**THE PROBLEM**.
Wherever a line in the data holds the word "solid", pull that line out.

Collected data:
****************
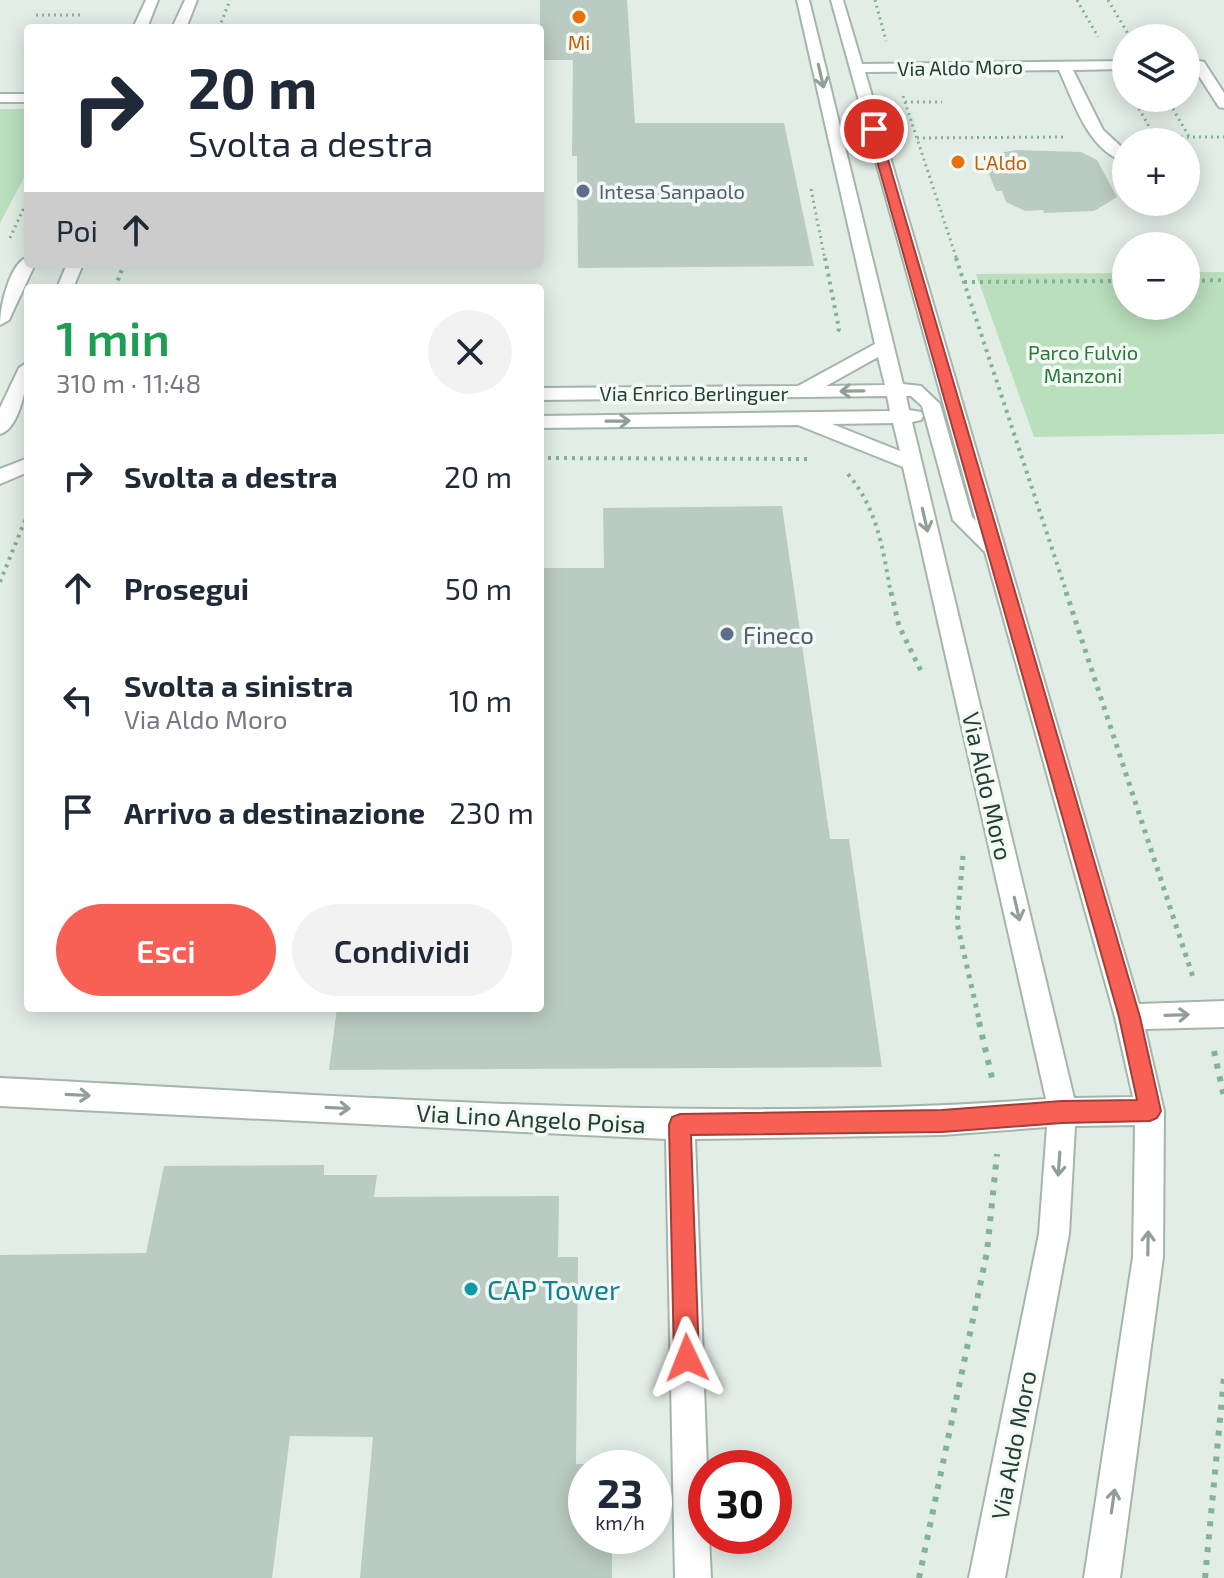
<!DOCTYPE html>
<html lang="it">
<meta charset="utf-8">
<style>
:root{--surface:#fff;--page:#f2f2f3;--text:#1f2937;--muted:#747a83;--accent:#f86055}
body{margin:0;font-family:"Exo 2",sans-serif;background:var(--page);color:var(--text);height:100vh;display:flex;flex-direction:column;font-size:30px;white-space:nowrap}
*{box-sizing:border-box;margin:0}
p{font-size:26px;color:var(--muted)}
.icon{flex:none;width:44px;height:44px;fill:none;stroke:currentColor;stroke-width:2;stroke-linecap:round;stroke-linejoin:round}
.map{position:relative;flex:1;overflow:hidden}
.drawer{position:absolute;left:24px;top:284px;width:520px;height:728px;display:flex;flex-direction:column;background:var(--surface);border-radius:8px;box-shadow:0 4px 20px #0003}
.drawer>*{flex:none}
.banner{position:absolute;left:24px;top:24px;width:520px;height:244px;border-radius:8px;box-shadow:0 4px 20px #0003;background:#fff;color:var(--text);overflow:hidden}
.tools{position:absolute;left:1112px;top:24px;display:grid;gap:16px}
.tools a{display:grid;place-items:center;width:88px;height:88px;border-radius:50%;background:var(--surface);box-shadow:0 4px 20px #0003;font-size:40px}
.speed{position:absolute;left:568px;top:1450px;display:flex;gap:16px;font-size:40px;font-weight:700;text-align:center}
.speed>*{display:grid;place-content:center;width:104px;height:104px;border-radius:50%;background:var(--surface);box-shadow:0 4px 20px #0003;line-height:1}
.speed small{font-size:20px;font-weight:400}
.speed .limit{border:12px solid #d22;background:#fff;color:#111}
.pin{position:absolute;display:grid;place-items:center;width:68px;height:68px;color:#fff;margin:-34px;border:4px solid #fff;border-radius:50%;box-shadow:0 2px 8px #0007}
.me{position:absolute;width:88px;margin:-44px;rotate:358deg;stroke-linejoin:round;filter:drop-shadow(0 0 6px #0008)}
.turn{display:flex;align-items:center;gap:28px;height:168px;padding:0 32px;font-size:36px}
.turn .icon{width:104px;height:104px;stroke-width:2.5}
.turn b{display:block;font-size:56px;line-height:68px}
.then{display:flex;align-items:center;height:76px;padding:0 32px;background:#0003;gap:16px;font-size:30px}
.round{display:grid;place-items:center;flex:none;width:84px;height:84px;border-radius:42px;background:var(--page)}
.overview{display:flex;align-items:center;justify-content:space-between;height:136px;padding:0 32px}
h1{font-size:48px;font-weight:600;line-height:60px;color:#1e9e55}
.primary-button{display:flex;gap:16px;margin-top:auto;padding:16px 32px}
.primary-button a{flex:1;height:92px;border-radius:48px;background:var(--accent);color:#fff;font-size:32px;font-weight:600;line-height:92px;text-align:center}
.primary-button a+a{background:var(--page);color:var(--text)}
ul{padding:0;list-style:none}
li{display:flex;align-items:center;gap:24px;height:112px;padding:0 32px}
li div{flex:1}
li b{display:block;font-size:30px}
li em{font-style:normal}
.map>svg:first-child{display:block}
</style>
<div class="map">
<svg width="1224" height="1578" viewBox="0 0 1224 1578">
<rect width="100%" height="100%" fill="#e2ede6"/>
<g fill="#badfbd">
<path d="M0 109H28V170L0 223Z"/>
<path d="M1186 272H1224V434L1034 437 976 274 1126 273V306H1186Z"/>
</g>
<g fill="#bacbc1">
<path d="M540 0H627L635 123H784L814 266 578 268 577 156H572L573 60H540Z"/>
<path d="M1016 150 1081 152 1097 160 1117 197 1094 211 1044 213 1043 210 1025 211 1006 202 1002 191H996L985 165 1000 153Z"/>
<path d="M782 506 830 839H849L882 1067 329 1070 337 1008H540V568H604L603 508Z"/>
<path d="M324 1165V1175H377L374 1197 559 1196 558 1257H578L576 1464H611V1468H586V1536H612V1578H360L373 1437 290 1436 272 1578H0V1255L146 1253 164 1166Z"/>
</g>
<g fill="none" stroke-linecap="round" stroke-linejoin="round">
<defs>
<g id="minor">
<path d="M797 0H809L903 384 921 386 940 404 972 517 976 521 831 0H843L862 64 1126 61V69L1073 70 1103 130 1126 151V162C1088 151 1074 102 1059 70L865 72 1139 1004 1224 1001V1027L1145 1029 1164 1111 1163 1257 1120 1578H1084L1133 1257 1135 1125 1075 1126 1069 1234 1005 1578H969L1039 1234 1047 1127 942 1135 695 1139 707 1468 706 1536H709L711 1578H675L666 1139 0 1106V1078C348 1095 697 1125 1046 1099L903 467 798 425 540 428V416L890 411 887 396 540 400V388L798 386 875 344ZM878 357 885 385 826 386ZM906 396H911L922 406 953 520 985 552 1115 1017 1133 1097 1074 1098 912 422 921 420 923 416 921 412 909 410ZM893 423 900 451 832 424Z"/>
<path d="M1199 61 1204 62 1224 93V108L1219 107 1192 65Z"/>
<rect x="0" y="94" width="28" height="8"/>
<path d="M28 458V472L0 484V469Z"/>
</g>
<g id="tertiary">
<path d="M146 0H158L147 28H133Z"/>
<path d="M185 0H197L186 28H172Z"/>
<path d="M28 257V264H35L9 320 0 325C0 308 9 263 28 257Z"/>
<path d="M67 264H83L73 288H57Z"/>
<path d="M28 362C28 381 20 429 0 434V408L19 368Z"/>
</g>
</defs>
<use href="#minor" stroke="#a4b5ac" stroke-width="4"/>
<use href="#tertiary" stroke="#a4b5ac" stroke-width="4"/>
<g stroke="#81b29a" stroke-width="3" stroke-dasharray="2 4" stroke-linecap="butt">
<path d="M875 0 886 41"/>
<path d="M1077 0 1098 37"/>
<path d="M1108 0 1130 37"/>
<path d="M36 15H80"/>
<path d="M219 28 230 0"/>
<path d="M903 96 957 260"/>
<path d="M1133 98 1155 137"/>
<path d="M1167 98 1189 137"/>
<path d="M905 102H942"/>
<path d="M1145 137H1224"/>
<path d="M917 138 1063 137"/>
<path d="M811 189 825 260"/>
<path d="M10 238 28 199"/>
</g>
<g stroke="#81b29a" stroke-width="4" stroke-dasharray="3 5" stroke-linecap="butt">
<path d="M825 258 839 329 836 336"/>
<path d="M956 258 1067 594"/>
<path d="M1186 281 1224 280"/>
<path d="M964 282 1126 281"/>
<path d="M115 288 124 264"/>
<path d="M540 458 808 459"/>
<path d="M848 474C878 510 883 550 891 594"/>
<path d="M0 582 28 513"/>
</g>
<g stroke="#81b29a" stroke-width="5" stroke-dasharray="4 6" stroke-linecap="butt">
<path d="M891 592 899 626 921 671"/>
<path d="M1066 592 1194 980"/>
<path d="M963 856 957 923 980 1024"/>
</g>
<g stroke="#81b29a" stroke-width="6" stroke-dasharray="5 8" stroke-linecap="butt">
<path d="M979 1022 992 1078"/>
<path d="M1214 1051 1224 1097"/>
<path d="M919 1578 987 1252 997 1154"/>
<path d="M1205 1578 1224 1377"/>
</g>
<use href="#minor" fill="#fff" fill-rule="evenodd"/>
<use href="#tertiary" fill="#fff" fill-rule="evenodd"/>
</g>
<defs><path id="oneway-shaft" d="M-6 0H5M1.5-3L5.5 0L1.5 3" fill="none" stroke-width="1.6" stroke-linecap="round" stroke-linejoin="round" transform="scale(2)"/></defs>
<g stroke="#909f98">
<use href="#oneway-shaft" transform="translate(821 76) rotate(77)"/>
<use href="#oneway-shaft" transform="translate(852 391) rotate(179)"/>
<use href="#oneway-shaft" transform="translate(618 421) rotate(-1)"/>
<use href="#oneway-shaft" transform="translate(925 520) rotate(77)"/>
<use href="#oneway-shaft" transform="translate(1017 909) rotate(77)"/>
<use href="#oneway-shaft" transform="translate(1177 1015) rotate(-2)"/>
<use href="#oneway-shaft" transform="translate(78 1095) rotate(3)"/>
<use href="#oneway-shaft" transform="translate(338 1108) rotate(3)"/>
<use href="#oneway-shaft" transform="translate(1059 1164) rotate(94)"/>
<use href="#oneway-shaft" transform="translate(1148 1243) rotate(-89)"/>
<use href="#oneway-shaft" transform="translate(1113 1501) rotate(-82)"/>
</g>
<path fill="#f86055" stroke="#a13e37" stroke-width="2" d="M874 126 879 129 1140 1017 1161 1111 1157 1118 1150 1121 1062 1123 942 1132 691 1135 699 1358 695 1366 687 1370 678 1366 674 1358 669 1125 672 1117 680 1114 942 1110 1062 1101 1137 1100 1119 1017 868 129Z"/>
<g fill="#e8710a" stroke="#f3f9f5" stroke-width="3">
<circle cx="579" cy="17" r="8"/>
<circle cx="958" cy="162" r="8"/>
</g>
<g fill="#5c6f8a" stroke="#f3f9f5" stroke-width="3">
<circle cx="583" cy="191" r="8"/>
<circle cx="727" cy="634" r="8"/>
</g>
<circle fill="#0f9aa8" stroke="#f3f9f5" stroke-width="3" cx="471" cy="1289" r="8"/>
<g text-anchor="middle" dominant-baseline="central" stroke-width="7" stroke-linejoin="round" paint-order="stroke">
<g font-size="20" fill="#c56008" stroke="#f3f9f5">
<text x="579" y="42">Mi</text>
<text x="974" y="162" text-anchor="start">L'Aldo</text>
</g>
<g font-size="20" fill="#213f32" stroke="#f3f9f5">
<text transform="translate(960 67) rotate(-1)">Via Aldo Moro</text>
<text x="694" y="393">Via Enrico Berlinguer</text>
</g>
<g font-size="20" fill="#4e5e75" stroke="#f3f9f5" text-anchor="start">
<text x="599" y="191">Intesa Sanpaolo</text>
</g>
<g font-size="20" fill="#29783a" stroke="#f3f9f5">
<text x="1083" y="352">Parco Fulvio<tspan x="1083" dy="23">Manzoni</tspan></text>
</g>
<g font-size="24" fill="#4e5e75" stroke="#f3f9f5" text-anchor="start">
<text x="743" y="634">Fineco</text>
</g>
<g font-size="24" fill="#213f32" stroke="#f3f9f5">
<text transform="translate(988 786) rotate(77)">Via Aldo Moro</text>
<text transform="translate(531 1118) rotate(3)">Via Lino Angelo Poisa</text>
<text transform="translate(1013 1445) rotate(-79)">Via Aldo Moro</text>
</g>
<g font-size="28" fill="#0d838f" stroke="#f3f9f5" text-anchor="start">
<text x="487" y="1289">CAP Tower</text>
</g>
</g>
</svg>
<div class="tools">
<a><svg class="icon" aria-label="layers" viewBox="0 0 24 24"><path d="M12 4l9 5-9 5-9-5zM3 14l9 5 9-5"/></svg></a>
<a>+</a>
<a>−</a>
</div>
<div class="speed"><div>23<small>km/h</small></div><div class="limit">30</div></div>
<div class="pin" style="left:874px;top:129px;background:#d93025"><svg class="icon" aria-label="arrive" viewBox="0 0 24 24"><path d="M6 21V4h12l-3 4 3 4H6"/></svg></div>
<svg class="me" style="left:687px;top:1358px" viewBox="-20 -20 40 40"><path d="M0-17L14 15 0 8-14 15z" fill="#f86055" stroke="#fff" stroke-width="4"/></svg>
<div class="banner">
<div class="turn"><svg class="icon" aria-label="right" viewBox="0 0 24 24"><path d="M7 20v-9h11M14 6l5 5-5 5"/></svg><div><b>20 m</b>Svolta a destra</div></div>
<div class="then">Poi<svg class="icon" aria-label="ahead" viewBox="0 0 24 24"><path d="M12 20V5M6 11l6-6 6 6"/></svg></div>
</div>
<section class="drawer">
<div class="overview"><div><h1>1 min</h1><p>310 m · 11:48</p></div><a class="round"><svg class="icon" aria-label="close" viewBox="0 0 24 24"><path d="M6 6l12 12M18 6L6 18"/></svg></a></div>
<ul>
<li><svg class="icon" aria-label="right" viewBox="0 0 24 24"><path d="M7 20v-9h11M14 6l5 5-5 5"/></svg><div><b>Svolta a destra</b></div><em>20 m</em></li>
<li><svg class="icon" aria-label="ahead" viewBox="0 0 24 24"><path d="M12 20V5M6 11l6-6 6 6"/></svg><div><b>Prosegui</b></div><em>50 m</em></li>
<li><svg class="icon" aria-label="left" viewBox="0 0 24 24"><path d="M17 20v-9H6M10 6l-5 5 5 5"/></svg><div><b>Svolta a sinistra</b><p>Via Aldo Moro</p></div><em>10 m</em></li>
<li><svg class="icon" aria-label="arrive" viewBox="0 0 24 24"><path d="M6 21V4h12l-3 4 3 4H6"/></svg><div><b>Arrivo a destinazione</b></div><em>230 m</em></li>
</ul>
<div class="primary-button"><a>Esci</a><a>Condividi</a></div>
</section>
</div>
****************
**SOLUTION FOR THIS TASK**.
.speed .limit{border:12px solid #d22;background:#fff;color:#111}
.pin{position:absolute;display:grid;place-items:center;width:68px;height:68px;color:#fff;margin:-34px;border:4px solid #fff;border-radius:50%;box-shadow:0 2px 8px #0007}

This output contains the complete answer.